TO DO>
Below are the entries; set down each of them exactly.

[DATA FOR ANALYSIS — start]

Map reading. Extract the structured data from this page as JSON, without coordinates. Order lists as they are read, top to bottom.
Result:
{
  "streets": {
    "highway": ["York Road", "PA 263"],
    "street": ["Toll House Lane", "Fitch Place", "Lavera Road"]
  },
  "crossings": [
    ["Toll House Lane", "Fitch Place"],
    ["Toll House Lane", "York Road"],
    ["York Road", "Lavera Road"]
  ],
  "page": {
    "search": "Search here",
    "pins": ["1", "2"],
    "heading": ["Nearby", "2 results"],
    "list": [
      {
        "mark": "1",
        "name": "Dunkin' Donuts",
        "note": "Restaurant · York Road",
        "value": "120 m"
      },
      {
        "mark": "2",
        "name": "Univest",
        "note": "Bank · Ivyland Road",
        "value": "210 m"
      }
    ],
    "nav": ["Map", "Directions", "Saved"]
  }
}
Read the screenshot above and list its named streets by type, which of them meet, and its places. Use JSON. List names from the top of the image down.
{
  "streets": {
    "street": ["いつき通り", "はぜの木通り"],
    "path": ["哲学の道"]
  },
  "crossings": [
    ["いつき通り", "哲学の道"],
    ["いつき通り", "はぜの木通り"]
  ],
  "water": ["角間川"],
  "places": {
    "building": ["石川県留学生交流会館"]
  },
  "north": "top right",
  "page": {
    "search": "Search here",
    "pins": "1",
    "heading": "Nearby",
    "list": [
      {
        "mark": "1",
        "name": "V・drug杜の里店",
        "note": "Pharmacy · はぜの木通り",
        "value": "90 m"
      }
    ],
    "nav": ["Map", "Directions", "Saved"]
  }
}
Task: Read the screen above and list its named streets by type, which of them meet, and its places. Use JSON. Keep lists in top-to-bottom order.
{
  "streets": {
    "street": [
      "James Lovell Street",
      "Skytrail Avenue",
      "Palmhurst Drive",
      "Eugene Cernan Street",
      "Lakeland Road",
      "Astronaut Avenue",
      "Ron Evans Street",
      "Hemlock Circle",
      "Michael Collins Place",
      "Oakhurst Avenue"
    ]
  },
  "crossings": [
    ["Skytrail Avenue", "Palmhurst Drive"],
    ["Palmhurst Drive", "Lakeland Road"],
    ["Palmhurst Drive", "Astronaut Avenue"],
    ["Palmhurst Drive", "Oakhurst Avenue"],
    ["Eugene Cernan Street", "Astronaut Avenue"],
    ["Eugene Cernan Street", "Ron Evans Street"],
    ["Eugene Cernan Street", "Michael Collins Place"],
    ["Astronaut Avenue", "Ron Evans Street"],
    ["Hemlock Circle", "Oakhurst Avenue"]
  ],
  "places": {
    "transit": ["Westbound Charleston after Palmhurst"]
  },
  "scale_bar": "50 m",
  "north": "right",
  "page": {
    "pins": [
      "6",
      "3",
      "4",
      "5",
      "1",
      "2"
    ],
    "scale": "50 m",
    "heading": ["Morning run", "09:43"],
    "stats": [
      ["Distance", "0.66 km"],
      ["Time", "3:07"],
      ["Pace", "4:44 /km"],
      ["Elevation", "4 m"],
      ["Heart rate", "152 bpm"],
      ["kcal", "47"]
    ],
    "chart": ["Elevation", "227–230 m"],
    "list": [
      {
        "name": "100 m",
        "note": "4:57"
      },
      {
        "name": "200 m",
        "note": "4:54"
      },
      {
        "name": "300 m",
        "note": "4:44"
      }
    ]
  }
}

[DATA FOR ANALYSIS — finish]

SOLUTION FOR THIS EXERCISE>
Map reading. Extract the structured data from this page as JSON, without coordinates. Order lists as they are read, top to bottom.
Result:
{
  "streets": {
    "highway": ["York Road", "PA 263"],
    "street": ["Toll House Lane", "Fitch Place", "Lavera Road"]
  },
  "crossings": [
    ["Toll House Lane", "Fitch Place"],
    ["Toll House Lane", "York Road"],
    ["York Road", "Lavera Road"]
  ],
  "page": {
    "search": "Search here",
    "pins": ["1", "2"],
    "heading": ["Nearby", "2 results"],
    "list": [
      {
        "mark": "1",
        "name": "Dunkin' Donuts",
        "note": "Restaurant · York Road",
        "value": "120 m"
      },
      {
        "mark": "2",
        "name": "Univest",
        "note": "Bank · Ivyland Road",
        "value": "210 m"
      }
    ],
    "nav": ["Map", "Directions", "Saved"]
  }
}
Read the screenshot above and list its named streets by type, which of them meet, and its places. Use JSON. List names from the top of the image down.
{
  "streets": {
    "street": ["いつき通り", "はぜの木通り"],
    "path": ["哲学の道"]
  },
  "crossings": [
    ["いつき通り", "哲学の道"],
    ["いつき通り", "はぜの木通り"]
  ],
  "water": ["角間川"],
  "places": {
    "building": ["石川県留学生交流会館"]
  },
  "north": "top right",
  "page": {
    "search": "Search here",
    "pins": "1",
    "heading": "Nearby",
    "list": [
      {
        "mark": "1",
        "name": "V・drug杜の里店",
        "note": "Pharmacy · はぜの木通り",
        "value": "90 m"
      }
    ],
    "nav": ["Map", "Directions", "Saved"]
  }
}
Task: Read the screen above and list its named streets by type, which of them meet, and its places. Use JSON. Keep lists in top-to-bottom order.
{
  "streets": {
    "street": [
      "James Lovell Street",
      "Skytrail Avenue",
      "Palmhurst Drive",
      "Eugene Cernan Street",
      "Lakeland Road",
      "Astronaut Avenue",
      "Ron Evans Street",
      "Hemlock Circle",
      "Michael Collins Place",
      "Oakhurst Avenue"
    ]
  },
  "crossings": [
    ["Skytrail Avenue", "Palmhurst Drive"],
    ["Palmhurst Drive", "Lakeland Road"],
    ["Palmhurst Drive", "Astronaut Avenue"],
    ["Palmhurst Drive", "Oakhurst Avenue"],
    ["Eugene Cernan Street", "Astronaut Avenue"],
    ["Eugene Cernan Street", "Ron Evans Street"],
    ["Eugene Cernan Street", "Michael Collins Place"],
    ["Astronaut Avenue", "Ron Evans Street"],
    ["Hemlock Circle", "Oakhurst Avenue"]
  ],
  "places": {
    "transit": ["Westbound Charleston after Palmhurst"]
  },
  "scale_bar": "50 m",
  "north": "right",
  "page": {
    "pins": [
      "6",
      "3",
      "4",
      "5",
      "1",
      "2"
    ],
    "scale": "50 m",
    "heading": ["Morning run", "09:43"],
    "stats": [
      ["Distance", "0.66 km"],
      ["Time", "3:07"],
      ["Pace", "4:44 /km"],
      ["Elevation", "4 m"],
      ["Heart rate", "152 bpm"],
      ["kcal", "47"]
    ],
    "chart": ["Elevation", "227–230 m"],
    "list": [
      {
        "name": "100 m",
        "note": "4:57"
      },
      {
        "name": "200 m",
        "note": "4:54"
      },
      {
        "name": "300 m",
        "note": "4:44"
      }
    ]
  }
}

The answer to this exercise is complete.